* _Instructions for the task_: Within the entries below, how many lines carry the word "roads"? State the number and stop.
═════ Data excerpts ═════
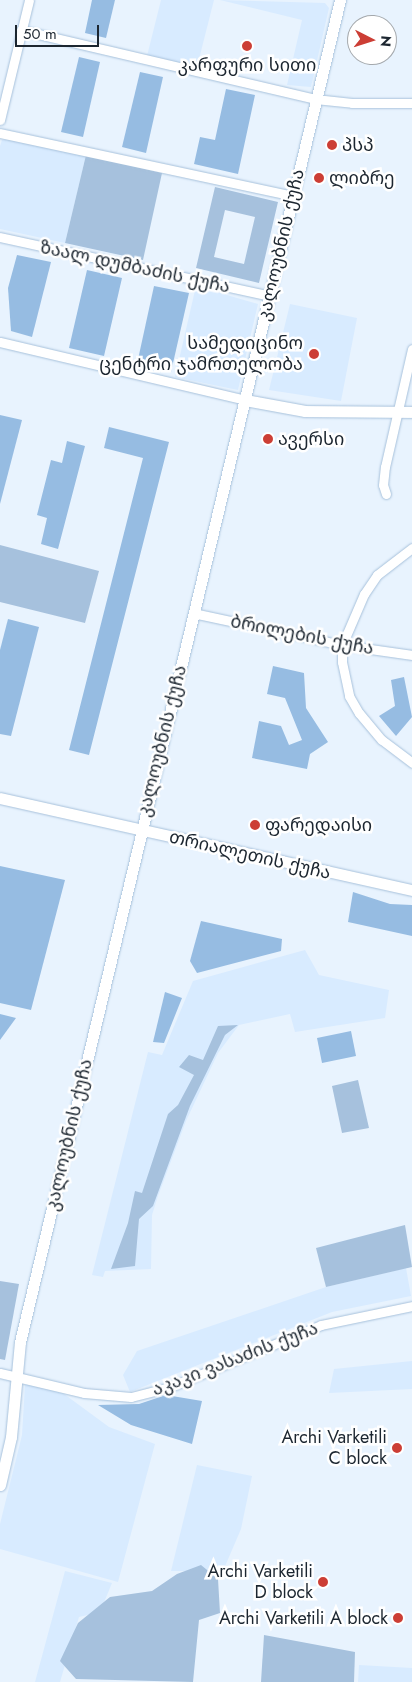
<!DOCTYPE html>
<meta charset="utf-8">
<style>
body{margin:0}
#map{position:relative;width:412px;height:1682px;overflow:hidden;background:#e8f3fe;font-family:Jost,"Noto Sans Georgian",sans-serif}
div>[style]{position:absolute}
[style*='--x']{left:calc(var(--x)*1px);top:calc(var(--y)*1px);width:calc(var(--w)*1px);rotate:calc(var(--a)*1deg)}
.built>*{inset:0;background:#d8ebff}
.green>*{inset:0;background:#a6c1dd}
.forest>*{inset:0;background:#96bce2}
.roads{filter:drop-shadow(0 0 1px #a7c1db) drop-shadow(0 0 1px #a7c1db)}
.minor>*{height:9px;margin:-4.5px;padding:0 4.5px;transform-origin:4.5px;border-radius:4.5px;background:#fff}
.tertiary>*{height:11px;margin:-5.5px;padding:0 5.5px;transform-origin:5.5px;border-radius:5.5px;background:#fff}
.dots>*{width:14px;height:14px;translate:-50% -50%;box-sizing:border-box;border:2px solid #fff;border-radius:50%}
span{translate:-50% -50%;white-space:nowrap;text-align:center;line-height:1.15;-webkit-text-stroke:5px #fff;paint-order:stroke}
.poi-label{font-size:18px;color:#1c2630}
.left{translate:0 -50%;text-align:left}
.right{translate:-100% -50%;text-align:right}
.street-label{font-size:18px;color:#1c2630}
.north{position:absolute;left:347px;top:15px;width:50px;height:50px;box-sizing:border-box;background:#fff;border:1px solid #a4a8ac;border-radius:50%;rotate:95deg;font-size:14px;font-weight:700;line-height:20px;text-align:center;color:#1c2630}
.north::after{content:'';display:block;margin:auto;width:18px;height:22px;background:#cc3e35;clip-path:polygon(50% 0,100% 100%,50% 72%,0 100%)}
.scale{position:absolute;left:15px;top:25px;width:84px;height:22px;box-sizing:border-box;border:2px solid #1c2630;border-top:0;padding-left:6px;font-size:15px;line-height:18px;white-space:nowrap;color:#1c2630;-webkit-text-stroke:4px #fff;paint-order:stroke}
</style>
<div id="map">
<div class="built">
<i style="clip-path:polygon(161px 0,214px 0,197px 67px,147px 56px)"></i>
<i style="clip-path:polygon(220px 0,325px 3px,329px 8px,311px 87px,287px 85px,302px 20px)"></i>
<i style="clip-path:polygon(11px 139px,86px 155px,65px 243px,0 229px,0 146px,2px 140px)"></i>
<i style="clip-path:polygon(196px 286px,258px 304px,238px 390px,175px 377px)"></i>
<i style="clip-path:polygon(290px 304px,357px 318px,341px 401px,269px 390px)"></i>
<i style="clip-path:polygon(305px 950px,319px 975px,389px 990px,385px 1018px,295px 1032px,290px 1014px,239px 1025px,218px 1053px,186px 1121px,158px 1196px,152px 1215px,151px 1269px,105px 1271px,103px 1277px,92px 1275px,148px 1052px,162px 1055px,193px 981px)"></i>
<i style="clip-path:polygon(406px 1268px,411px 1296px,332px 1312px,130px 1392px,123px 1375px,137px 1351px,326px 1287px)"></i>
<i style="clip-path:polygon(412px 1361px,412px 1389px,329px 1393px,334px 1369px)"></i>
<i style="clip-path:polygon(28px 1384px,60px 1391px,109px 1427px,155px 1444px,118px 1582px,0 1549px,0 1524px,22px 1435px,25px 1385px)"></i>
<i style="clip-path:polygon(197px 1465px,252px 1476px,241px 1529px,223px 1571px,171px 1571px)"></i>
<i style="clip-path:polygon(65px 1571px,112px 1583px,100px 1612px,79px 1617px,60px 1682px,35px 1682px)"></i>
<i style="clip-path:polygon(359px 1665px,412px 1668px,412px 1682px,358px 1682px)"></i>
</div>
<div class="green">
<i style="clip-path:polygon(86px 155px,162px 173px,143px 260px,65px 243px)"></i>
<i style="clip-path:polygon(evenodd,215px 187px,278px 202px,259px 283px,196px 268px,215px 187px,225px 210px,255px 217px,244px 264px,214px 257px,225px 210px)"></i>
<i style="clip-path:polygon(0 545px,99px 571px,85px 623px,0 602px)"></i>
<i style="clip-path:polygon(238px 1025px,225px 1035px,190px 1106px,153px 1206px,139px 1219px,135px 1266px,111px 1269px,128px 1223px,135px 1191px,142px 1193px,168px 1114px,178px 1105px,194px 1075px,179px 1067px,189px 1055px,203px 1060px,218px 1026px)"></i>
<i style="clip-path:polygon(358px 1080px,369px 1128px,342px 1133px,332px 1086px)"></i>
<i style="clip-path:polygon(405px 1225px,412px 1267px,326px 1287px,316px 1248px)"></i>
<i style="clip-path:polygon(0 1281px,19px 1284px,5px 1360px,0 1359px)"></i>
<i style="clip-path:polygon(201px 1565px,218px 1579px,220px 1613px,199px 1620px,193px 1682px,76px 1679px,60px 1661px,78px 1623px,110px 1597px,152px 1591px,177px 1574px)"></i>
<i style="clip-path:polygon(264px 1635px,355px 1652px,354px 1682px,261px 1682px)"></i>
</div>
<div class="forest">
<i style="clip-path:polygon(92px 0,115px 0,106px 38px,85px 33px)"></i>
<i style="clip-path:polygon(79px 57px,100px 62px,83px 137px,61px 132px)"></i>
<i style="clip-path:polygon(140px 72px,163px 77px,146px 153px,122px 147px)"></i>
<i style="clip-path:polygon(226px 89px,255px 95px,238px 174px,194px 164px,200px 137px,215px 140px)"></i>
<i style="clip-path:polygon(17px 255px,51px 262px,32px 337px,11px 331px,8px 288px)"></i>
<i style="clip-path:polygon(87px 270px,122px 278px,104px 356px,69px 348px)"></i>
<i style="clip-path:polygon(154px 286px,189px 293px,171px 372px,137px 364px)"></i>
<i style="clip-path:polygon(0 415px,22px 420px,0 504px)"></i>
<i style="clip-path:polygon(109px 427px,169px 442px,89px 755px,69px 750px,143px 458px,104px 448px)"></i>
<i style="clip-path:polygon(67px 441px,85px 446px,58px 549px,41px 544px,47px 518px,37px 515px,51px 460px,62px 463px)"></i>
<i style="clip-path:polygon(8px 619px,39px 627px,11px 736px,0 734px,0 650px)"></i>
<i style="clip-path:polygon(273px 666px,304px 673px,306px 708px,328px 742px,310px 754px,307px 769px,252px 758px,259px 721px,281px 726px,289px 745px,302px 740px,285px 698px,267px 694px)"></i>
<i style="clip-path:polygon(404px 677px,412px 717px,396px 736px,379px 716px,395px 706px,391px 680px)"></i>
<i style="clip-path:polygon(0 866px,65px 880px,31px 1010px,0 1003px)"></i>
<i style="clip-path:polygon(353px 892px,390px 904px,412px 905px,412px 936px,348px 922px)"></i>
<i style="clip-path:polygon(201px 921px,282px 939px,281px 951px,197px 973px,190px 961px)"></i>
<i style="clip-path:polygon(165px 992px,182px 998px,164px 1043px,153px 1042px)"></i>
<i style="clip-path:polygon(0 1014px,16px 1018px,0 1040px)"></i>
<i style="clip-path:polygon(351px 1031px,356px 1056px,322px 1063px,317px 1038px)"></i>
<i style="clip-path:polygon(166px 1395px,202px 1401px,192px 1444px,131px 1425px,98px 1405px,139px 1404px)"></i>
</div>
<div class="roads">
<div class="minor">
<i style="--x:21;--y:30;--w:302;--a:13.2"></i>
<i style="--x:315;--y:99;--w:37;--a:6"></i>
<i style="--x:352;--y:103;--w:60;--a:0"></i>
<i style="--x:0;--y:120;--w:123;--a:-76.4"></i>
<i style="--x:0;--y:133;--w:300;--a:12.1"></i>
<i style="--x:0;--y:237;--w:276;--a:12.3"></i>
<i style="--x:0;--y:342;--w:252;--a:13.3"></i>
<i style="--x:386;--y:494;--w:9;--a:-108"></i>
<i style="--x:383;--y:485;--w:18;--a:-84"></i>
<i style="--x:385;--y:467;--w:121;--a:-77.1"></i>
<i style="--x:412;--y:548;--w:44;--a:142.4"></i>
<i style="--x:377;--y:575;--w:23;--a:124"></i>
<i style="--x:364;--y:594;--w:56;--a:113.3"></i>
<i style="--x:342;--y:645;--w:17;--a:90"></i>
<i style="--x:342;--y:662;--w:35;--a:78"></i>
<i style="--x:349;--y:696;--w:20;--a:60"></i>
<i style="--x:359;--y:713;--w:35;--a:50"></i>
<i style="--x:382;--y:740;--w:38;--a:37"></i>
<i style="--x:193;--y:613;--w:152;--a:12.1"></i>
<i style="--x:342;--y:645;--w:71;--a:8.1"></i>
<i style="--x:0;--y:1373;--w:86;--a:13.4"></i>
<i style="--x:84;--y:1393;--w:47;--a:4.9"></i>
<i style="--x:131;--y:1397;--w:40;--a:-14.4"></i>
<i style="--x:170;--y:1387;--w:163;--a:-22.3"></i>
<i style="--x:321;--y:1325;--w:93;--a:-11.8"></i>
</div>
<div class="tertiary">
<i style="--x:245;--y:400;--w:61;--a:10.4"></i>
<i style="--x:305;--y:411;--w:107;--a:0.5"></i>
<i style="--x:0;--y:798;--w:422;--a:12.6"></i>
<i style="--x:0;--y:1485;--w:49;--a:-77.1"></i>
<i style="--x:11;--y:1437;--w:95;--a:-84.6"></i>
<i style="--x:20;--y:1342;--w:1380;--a:-76.59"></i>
</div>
</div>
<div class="dots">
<i style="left:247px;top:46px;background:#cc3e35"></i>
<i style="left:332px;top:145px;background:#cc3e35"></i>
<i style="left:319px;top:178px;background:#cc3e35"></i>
<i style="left:314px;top:354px;background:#cc3e35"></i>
<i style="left:268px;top:439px;background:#cc3e35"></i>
<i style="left:255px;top:825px;background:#cc3e35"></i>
<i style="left:397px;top:1448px;background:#cc3e35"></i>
<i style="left:323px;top:1582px;background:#cc3e35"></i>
<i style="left:398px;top:1618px;background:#cc3e35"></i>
</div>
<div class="poi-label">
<span style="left:247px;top:65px">კარფური სითი</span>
<span class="left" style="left:342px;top:145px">პსპ</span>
<span class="left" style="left:329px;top:178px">ლიბრე</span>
<span class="right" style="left:303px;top:354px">სამედიცინო<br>ცენტრი ჯამრთელობა</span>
<span class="left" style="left:278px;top:439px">ავერსი</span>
<span class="left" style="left:265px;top:825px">ფარედაისი</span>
<span class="right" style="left:387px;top:1448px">Archi Varketili<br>C block</span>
<span class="right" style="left:313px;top:1582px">Archi Varketili<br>D block</span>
<span class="right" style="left:388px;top:1618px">Archi Varketili A block</span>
</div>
<div class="street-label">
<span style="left:281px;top:245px;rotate:-77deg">კალოუბნის ქუჩა</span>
<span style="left:135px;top:267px;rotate:12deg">ზაალ დუმბაძის ქუჩა</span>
<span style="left:302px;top:635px;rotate:11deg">ბრილების ქუჩა</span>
<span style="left:162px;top:741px;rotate:-76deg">კალოუბნის ქუჩა</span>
<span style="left:250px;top:855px;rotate:13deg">თრიალეთის ქუჩა</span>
<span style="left:69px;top:1135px;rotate:-77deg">კალოუბნის ქუჩა</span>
<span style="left:235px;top:1359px;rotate:-21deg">აკაკი ვასაძის ქუჩა</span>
</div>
<div class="north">N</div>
<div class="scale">50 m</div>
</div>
═════
* _Answer for this exercise_: 2